If you’ve ever tried writing fiction or dabbled in world-building in video or table-top games like Dungeons and Dragons, you may have noticed that one of the more challenging elements is something you may not expect—coming up with place names.

When you think about it, as exotic and evocative as the names some writers can come up with (J.R.R. Tolkien leaps to mind), here in the real world, place names can be a bit on the boring side.

If you’re reading/listening in North America, you might immediately think of how many cities and towns are simply named directly for places from the “Old World”: places like London, Ontario; Paris, Missouri; Brussels, Illinois; Amsterdam, Pennsylvania; Berlin, Connecticut; and Dublin, Texas. Sometimes the founders of places like this put a “new” at the beginning, as in New Hampshire, but sometimes it seems like they were just homesick and wanted a familiar name for their new surroundings.

Beyond just taking an old name and applying it to a new place, most names for cities, towns, and regions can be sorted into two main categories: geography and history. When you get right down to it, places are usually named for the things around them, or someone famous who contributed to their founding, or maybe even both.

For example, the city where I went to university was called Peterborough. It was named for a man named Peter, and the suffix “borough” comes from the same word that lends itself to the endings of places like Pittsburgh, Pennsylvania and Edinburgh, Scotland; it’s derived from an Old English word meaning “hill” or “hill fort.” So Peterborough is “the city on the hill that Peter helped build.” 

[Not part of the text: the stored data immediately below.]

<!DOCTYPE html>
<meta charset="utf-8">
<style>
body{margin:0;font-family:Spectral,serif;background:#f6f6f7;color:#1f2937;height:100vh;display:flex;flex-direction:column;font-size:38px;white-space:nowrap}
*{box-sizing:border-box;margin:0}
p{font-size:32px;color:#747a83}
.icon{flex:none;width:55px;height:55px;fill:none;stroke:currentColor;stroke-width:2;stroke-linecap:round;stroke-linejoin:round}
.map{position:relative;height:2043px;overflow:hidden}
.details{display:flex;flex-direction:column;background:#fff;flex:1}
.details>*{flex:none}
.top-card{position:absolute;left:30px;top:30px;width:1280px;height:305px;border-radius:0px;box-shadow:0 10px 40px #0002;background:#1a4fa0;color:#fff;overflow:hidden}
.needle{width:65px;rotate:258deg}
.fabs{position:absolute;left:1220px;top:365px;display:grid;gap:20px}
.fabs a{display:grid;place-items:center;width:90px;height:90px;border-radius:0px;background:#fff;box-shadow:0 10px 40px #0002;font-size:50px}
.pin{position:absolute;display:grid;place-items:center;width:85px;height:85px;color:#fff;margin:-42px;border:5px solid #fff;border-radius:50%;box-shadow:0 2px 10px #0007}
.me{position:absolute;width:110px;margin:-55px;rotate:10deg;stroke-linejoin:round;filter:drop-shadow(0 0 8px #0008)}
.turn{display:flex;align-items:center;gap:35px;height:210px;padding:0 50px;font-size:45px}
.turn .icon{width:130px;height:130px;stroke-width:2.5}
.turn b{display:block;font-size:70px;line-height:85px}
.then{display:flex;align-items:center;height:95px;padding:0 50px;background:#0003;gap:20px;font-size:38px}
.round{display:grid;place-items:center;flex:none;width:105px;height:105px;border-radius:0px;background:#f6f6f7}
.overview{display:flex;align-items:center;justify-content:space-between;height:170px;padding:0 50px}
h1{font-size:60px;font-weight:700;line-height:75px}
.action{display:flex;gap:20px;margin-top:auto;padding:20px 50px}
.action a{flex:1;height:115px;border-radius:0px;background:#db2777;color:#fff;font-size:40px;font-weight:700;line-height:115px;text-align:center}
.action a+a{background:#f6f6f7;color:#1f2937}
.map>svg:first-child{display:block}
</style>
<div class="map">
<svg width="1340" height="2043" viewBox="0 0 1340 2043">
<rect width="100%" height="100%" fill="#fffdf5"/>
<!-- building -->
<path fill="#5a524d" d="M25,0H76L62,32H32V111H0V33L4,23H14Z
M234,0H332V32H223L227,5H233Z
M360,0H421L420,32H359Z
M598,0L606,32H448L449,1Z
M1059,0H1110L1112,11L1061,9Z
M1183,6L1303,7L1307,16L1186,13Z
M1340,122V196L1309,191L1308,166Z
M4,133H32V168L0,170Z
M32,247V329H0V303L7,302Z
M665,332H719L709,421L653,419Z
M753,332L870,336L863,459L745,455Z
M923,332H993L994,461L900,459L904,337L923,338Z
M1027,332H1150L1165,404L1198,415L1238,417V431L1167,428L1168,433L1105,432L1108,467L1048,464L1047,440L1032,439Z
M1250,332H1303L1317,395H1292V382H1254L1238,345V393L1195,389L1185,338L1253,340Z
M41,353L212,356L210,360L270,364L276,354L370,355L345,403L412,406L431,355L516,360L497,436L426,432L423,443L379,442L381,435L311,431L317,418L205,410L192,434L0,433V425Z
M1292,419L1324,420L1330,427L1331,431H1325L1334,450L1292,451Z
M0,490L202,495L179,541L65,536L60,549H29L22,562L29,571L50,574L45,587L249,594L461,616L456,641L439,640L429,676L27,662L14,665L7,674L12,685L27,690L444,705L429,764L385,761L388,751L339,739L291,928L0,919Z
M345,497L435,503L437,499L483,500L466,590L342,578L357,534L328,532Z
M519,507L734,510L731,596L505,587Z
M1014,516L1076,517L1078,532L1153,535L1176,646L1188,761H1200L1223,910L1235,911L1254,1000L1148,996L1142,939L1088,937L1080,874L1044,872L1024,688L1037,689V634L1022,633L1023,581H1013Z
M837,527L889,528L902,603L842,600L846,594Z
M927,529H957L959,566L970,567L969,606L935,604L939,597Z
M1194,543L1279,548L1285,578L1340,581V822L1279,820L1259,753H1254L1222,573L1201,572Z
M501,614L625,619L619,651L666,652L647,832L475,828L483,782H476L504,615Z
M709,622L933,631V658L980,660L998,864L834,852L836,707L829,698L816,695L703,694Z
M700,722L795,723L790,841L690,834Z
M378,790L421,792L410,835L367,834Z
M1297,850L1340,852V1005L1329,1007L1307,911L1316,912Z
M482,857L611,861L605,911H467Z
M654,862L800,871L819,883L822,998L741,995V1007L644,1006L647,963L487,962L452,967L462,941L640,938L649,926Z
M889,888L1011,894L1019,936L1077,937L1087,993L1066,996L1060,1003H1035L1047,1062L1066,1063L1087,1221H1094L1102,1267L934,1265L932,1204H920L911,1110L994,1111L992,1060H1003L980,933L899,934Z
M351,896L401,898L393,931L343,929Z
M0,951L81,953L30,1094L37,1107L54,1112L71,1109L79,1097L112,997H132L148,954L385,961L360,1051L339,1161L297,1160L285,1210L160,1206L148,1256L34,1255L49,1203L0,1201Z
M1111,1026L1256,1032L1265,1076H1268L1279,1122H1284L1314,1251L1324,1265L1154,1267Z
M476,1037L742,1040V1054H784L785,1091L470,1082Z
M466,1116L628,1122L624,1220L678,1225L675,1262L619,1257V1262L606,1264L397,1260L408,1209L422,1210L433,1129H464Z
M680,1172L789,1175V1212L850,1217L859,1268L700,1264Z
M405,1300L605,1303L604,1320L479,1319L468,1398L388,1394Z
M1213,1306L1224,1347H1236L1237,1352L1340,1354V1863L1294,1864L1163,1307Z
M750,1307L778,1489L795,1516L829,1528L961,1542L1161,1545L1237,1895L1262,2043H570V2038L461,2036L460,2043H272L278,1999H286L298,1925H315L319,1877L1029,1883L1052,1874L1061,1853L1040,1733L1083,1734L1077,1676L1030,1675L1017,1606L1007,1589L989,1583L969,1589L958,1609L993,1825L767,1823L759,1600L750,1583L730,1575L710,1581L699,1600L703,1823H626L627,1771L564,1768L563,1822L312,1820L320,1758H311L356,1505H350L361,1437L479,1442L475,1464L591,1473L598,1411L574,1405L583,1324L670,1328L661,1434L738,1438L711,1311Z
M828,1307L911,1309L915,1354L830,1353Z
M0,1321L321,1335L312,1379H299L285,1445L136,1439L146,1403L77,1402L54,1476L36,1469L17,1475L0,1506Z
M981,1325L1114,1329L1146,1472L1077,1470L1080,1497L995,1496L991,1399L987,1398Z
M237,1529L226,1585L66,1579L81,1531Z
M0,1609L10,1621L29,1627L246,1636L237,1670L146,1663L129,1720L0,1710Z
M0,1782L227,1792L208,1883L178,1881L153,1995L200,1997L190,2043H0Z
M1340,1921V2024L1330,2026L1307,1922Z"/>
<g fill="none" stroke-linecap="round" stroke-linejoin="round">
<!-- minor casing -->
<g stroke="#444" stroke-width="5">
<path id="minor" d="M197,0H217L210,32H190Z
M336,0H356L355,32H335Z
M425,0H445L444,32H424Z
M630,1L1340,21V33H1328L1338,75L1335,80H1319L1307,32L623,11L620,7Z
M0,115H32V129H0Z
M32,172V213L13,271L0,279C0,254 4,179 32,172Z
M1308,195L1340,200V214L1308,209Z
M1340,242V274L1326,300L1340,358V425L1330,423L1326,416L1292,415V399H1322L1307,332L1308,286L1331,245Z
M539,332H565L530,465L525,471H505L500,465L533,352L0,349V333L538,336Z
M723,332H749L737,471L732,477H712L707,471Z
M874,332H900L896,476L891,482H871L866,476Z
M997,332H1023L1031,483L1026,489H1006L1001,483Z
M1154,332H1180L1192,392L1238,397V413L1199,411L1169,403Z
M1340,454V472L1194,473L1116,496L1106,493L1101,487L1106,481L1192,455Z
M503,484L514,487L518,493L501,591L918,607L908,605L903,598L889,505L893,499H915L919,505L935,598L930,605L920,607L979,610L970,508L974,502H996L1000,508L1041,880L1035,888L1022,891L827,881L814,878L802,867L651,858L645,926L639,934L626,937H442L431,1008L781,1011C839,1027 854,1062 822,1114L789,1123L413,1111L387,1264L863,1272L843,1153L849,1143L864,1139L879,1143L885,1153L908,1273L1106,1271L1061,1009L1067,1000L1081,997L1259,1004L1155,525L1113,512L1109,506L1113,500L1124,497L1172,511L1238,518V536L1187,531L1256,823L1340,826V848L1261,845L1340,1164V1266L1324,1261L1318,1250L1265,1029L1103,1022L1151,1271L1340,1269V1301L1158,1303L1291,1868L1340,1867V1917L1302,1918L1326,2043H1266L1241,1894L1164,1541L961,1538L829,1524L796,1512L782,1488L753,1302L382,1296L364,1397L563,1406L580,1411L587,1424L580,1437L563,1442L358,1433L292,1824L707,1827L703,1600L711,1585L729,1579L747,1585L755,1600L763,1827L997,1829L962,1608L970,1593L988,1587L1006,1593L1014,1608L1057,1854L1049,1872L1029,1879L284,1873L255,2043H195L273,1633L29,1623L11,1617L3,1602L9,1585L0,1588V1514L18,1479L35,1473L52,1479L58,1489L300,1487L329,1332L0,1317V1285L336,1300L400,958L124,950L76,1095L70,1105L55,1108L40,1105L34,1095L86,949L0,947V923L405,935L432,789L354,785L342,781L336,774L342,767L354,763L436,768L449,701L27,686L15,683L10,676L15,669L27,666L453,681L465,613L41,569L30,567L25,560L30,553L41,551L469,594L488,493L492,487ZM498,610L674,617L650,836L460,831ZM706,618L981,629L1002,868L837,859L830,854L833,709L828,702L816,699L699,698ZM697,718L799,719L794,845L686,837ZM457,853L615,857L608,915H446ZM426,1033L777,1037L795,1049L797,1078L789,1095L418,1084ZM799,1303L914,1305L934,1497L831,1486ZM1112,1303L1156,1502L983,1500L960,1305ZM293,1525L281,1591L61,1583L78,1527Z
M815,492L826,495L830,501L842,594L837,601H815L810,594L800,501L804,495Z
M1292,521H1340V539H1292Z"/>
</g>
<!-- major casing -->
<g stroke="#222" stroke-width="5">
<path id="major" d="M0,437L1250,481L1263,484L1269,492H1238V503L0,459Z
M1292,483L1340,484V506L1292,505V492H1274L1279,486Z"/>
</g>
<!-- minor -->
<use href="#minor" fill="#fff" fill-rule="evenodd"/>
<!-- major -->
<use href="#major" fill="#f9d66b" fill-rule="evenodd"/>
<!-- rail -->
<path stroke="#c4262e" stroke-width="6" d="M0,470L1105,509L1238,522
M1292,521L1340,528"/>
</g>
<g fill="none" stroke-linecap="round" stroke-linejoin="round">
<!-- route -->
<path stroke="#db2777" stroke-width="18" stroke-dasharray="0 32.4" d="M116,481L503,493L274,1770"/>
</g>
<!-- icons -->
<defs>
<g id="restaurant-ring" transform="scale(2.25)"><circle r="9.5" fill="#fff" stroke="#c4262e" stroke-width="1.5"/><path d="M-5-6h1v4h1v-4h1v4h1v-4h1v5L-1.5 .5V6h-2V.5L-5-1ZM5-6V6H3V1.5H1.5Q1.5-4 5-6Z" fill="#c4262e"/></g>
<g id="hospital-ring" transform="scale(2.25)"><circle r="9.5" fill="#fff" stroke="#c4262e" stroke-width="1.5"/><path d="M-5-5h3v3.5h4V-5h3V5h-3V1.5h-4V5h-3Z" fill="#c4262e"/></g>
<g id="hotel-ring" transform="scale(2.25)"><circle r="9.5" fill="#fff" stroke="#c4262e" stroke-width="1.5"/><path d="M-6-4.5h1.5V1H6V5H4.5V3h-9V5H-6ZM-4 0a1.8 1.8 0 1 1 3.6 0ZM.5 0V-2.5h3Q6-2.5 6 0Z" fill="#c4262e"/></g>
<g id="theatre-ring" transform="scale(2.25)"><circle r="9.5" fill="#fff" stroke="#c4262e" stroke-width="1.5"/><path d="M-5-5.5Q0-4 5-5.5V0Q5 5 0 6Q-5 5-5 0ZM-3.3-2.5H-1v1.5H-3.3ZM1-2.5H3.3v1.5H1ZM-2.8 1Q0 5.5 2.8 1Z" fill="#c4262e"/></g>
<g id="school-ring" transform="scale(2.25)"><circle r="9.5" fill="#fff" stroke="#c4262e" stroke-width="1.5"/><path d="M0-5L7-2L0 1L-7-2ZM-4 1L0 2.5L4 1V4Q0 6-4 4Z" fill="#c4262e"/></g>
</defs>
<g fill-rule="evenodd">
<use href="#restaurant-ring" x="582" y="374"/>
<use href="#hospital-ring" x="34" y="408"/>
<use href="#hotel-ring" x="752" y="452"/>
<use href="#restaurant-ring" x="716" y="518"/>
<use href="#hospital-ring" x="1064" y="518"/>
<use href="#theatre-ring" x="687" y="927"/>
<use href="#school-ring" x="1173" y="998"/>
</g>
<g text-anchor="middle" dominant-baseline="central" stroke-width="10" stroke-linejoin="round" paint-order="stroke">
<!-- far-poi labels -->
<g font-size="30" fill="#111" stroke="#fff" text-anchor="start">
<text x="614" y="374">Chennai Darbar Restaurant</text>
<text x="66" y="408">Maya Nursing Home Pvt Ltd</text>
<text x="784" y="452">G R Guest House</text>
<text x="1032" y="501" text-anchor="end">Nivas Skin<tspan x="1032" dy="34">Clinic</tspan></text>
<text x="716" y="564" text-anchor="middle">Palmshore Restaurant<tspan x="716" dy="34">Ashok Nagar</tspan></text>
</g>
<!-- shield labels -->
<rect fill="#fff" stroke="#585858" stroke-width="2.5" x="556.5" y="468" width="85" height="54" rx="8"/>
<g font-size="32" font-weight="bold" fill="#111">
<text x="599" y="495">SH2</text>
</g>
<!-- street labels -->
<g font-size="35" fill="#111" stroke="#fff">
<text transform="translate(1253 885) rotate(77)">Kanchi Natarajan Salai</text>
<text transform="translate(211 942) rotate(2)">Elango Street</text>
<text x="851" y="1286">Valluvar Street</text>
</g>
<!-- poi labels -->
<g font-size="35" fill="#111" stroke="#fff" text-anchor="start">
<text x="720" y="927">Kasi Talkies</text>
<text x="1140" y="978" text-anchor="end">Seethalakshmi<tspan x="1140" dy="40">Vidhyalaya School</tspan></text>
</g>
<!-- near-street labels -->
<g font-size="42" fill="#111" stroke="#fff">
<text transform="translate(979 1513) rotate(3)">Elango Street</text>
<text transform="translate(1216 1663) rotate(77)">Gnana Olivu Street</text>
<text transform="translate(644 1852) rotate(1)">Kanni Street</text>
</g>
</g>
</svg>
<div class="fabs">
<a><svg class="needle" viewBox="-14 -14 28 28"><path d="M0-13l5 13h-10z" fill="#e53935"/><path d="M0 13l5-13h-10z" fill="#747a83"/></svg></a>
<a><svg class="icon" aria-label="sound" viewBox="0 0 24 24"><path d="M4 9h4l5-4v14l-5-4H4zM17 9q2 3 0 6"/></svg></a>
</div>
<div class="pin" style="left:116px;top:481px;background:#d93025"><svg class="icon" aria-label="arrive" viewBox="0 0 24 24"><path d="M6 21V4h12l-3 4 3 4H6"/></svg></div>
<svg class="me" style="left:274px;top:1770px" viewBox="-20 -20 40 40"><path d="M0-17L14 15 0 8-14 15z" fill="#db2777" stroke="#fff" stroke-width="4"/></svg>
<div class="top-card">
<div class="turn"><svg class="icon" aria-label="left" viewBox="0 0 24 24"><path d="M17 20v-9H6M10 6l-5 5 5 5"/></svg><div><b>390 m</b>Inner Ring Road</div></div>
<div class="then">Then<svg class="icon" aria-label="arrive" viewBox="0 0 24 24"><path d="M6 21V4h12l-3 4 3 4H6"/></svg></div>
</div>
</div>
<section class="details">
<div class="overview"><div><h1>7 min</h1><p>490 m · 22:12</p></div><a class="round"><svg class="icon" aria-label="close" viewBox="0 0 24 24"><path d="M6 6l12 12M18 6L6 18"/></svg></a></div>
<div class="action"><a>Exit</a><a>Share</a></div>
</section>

Pittsburgh is named for William Pitt and was the site of Fort Pitt.

As for Edinburgh, the first bit is much older and has its own complicated and contested history, but if you’ve ever been, or ever get a chance to visit Edinburgh, you’ll immediately recognize that the “burgh” part is from the hill. The castle is on a huge hill.

In the UK, a lot of places have the ending “-cester” or “-chester” (Manchester may be the most prominent one, but you'll find Dorchester, Gloucester and the famous Worcester as well). That ending comes from a Latin word meaning “fort” or “castle.” So someone built a castle in a nice place, it became more and more well-known as people settled around it, and then eventually that became the name of the city or town or even region itself.

By the way, it might seem like this is a specifically UK thing, but remember how homesickness led to the naming of US and Canadian cities and towns? There are actually 27 towns across the United States named Chester!